Erin Martin ’23 (She/Her), News Writer
Yeonmi Park, a North Korean defector who fled the country, was chosen to speak at Davidson and share her personal narrative about living in North Korea. She escaped when she was 13 years old in 2007 and is now an activist, advocating for those still under Kim Jong-Un’s dictatorship. Davidson College students heard her speak about her experience on Monday, April 18, 2022 in the Lilly Gallery.
Park lived in North Korea until she was a teenager. She escaped to China and eventually South Korea, now sharing her long journey to a free life. After escaping North Korea, she trekked into China where Park was sold as a sex slave to various Chinese men. In 2009, she began her migration to South Korea. “When I was 15, I crossed the Gobi desert from China into Mongolia with only a compass. It was freezing, below -40 degrees,” Park described. After interrogation at different borders, she finally made it to South Korea, at last free.
Park spoke to the audience about her life in North Korea before she escaped. From the age of five, most children are expected to begin providing labor for the regime. “We would eat grasshoppers; I was eating them to survive as a child,” she said, “We were told not eating lunch is healthy.” Without electricity or the internet, there are few ways for people to document these human rights violations.
Kelsey Chase ‘24 described her initial reaction to hearing about Park’s life in North Korea. “I was initially just shocked,” she stated. “I was really impacted by the level of resilience she had, it was so important for us to hear something that expanded our world view, most of us will never experience anything close to what she did.”
Caree Henry ‘24 shared those sentiments. “I knew the situation in North Korea was bad, but it made me understand it a lot more after hearing it from her. It made me look at things from a different perspective. I can’t even wrap my head around the whole situation,” he stated.
Chase concurred. “It was so surprising to hear that they didn’t have a word for friend, and the only thing you’re allowed to love is the government itself.”
This surprise came from something in particular that Park shared with the audience: “In North Korea, love between humans is banned, the regime wanted us to love the dictators more than anything.”
When asked about her transition from life in North Korea to a free life, Park explained her new interactions with privilege. “I never understood that having too much could be a problem. All of the dieting and losing weight, I just didn’t understand. My friends pay money to burn calories when under the same sky, there are people dying of starvation,” she said. “It was hard to comprehend such a different reality.”

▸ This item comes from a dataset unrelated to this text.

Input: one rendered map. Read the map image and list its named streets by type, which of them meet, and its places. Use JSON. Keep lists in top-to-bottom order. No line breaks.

Virginia Heiser ‘24 was responsible for planning the event. She wanted someone with a unique story who was willing to come to the school in person to share their story and connect with the students.

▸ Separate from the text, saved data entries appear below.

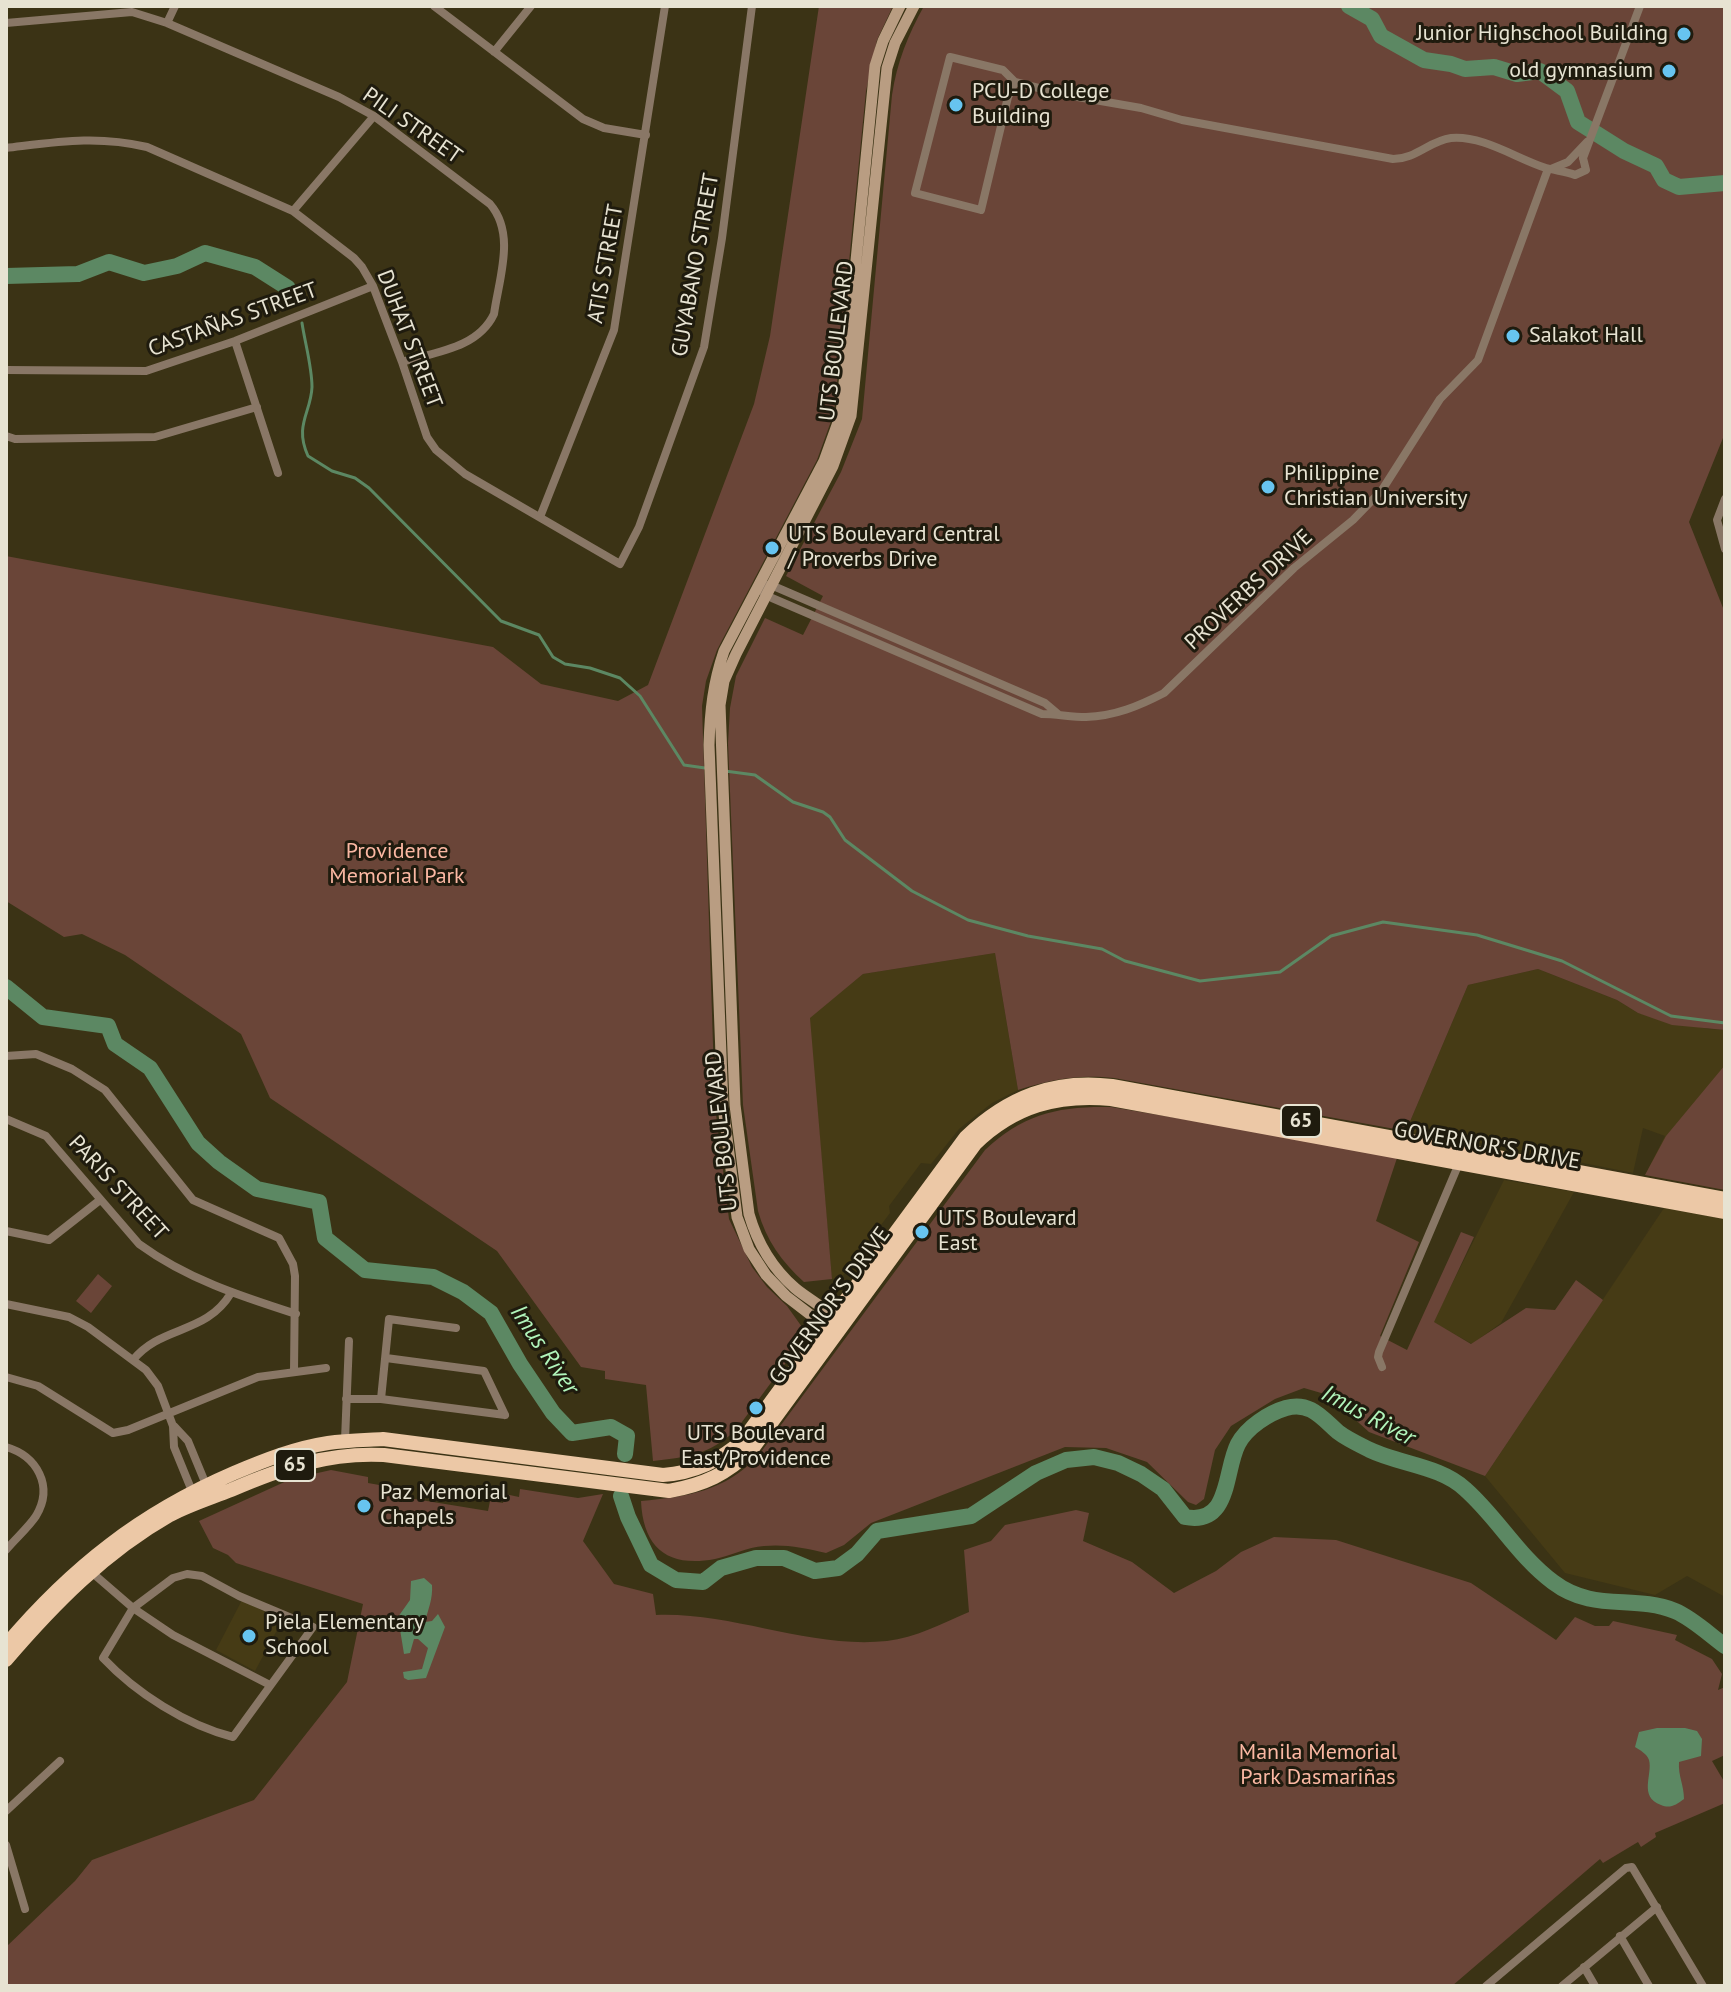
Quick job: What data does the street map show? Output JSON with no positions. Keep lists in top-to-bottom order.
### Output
{
  "streets": {
    "highway": ["65", "GOVERNOR'S DRIVE"],
    "main road": ["UTS BOULEVARD"],
    "street": [
      "PILI STREET",
      "ATIS STREET",
      "GUYABANO STREET",
      "CASTAÑAS STREET",
      "DUHAT STREET",
      "PROVERBS DRIVE",
      "PARIS STREET"
    ]
  },
  "crossings": [
    ["PILI STREET", "DUHAT STREET"],
    ["ATIS STREET", "DUHAT STREET"],
    ["GUYABANO STREET", "DUHAT STREET"],
    ["CASTAÑAS STREET", "DUHAT STREET"],
    ["UTS BOULEVARD", "PROVERBS DRIVE"],
    ["UTS BOULEVARD", "GOVERNOR'S DRIVE"]
  ],
  "water": ["Imus River"],
  "parks": ["Providence Memorial Park", "Manila Memorial Park Dasmariñas"],
  "places": [
    "Junior Highschool Building",
    "old gymnasium",
    "PCU-D College Building",
    "Salakot Hall",
    "Philippine Christian University",
    "UTS Boulevard Central / Proverbs Drive",
    "UTS Boulevard East",
    "UTS Boulevard East/Providence",
    "Paz Memorial Chapels",
    "Piela Elementary School"
  ]
}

Heiser noted that there was a great event turnout of about 120 people in attendance, all eager to hear Park speak. “A lot of people were excited about hearing her story. So many people lined up to ask her personal questions and connect with her after the talk.”

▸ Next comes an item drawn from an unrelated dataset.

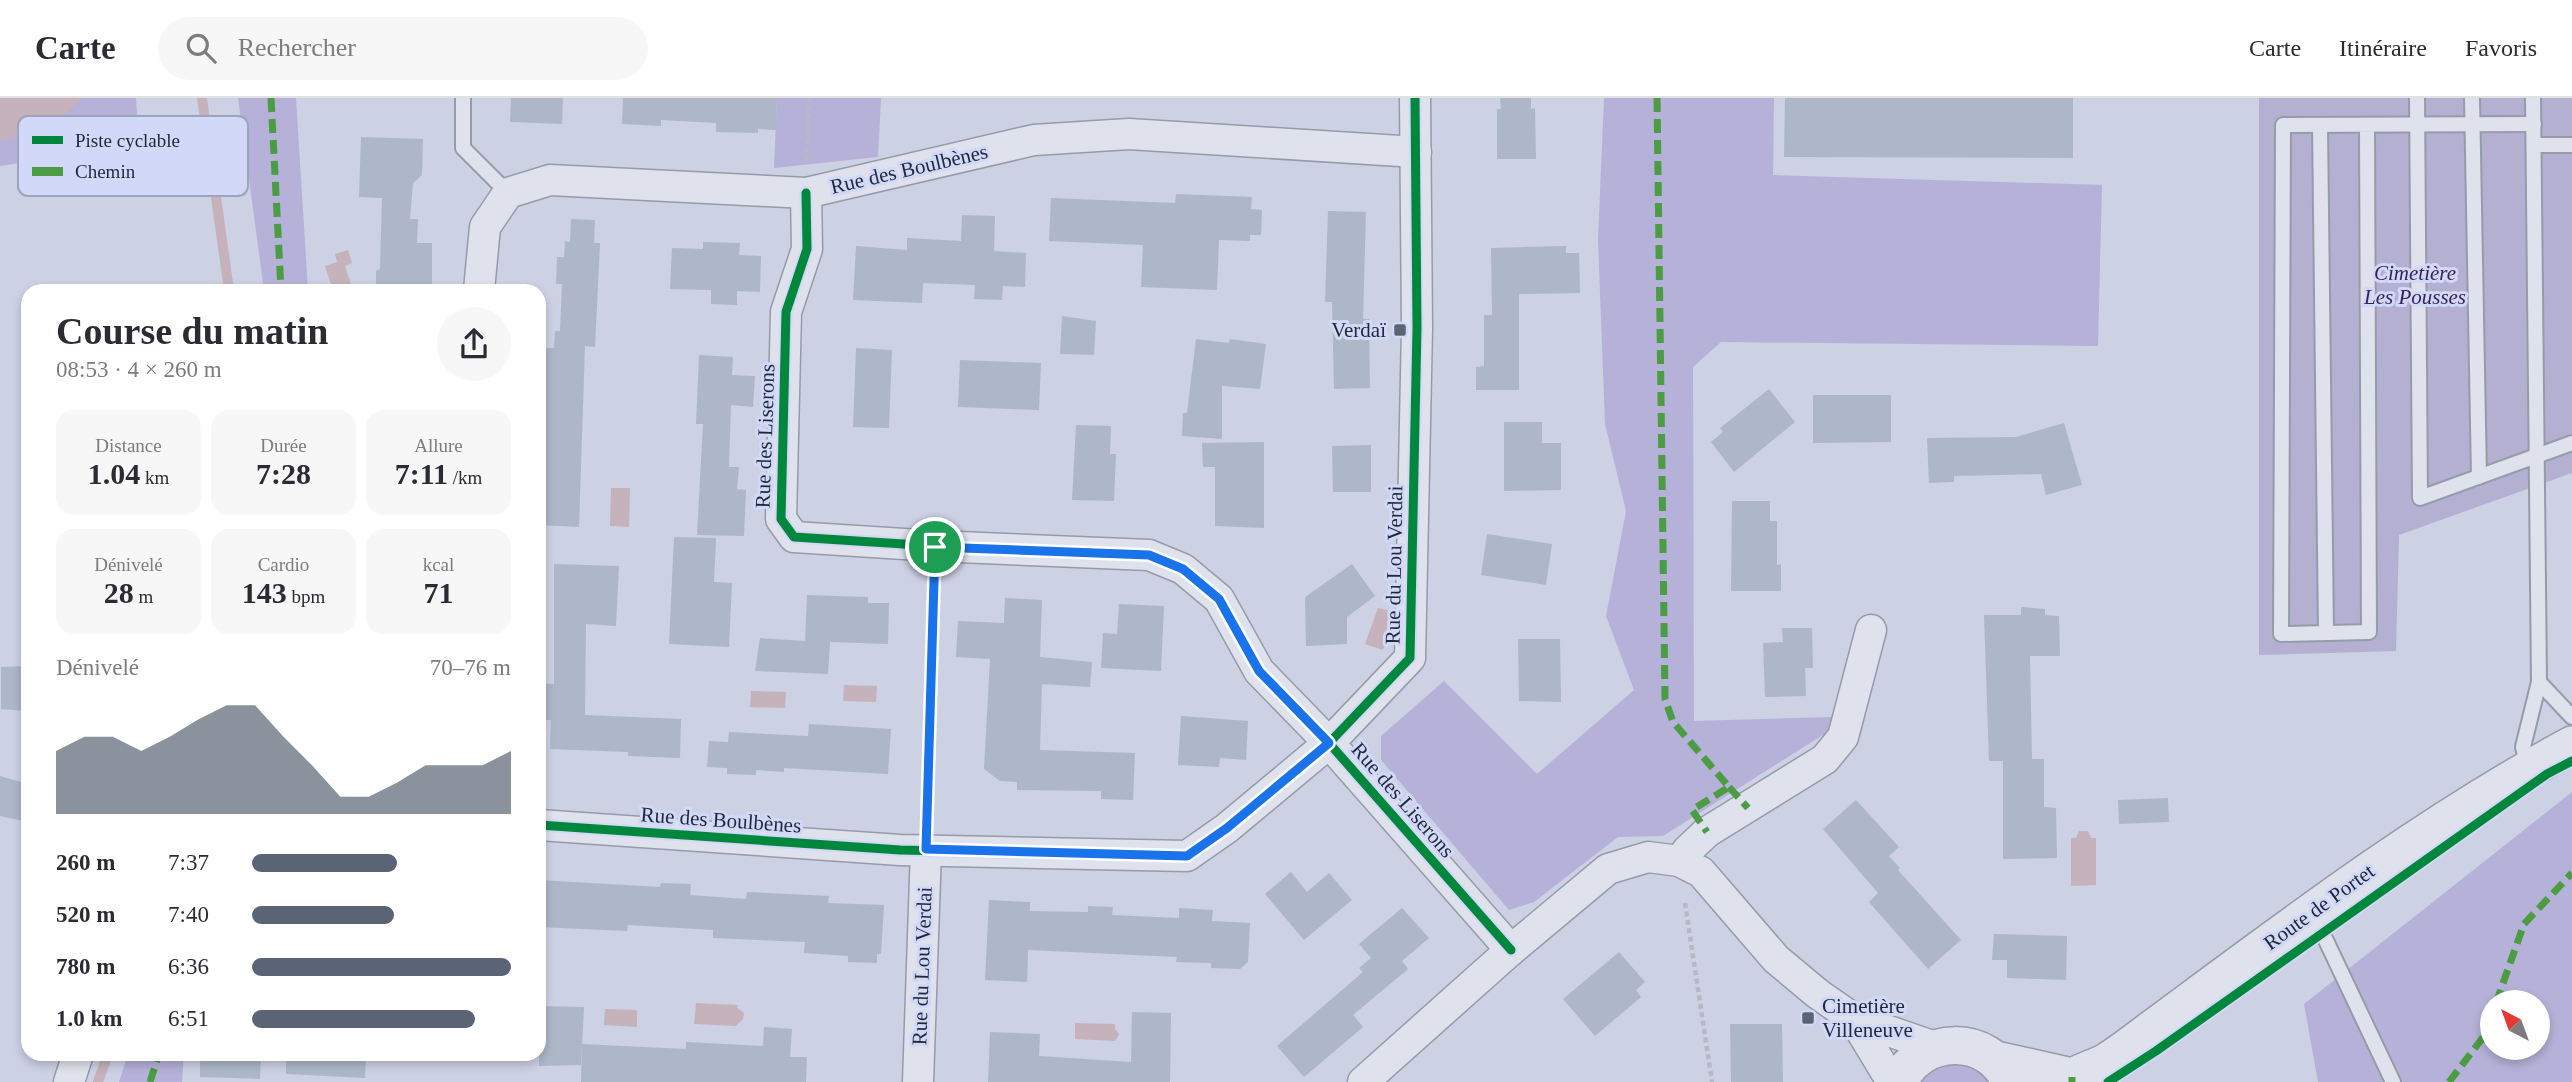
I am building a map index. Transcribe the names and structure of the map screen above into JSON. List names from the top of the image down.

Park has now been living in the United States for seven years. The pandemic has forced her to transform her activism and advocate for North Koreans through social media. “I want people to know what’s happening,” she stated. “I eventually learned that life could be living for your own nature.”
“The fight isn’t over yet,” Park added. There are currently 300,000 girls right now in China living in slavery, and millions more under the control of the North Korean regime. She shared that most people in North Korea are not aware of alternative ways of life. “If you don’t know you’re a slave, how do you fight to be free?” she asked the audience.
Chase stated that “humans have a tendency to be desensitized to this if, it’s not happening right in front of us, but Ms. Park showed us the level of atrocities that North Koreans are facing right now.” Members of the audience were shocked to hear the personal narrative of Park, some of which were being exposed to this information for the first time.
“I wasn’t a free person until I was 15,” Park said. “It is our duty to fight for the people who are voiceless, so one day when we don’t have freedom, they will do the same for us.”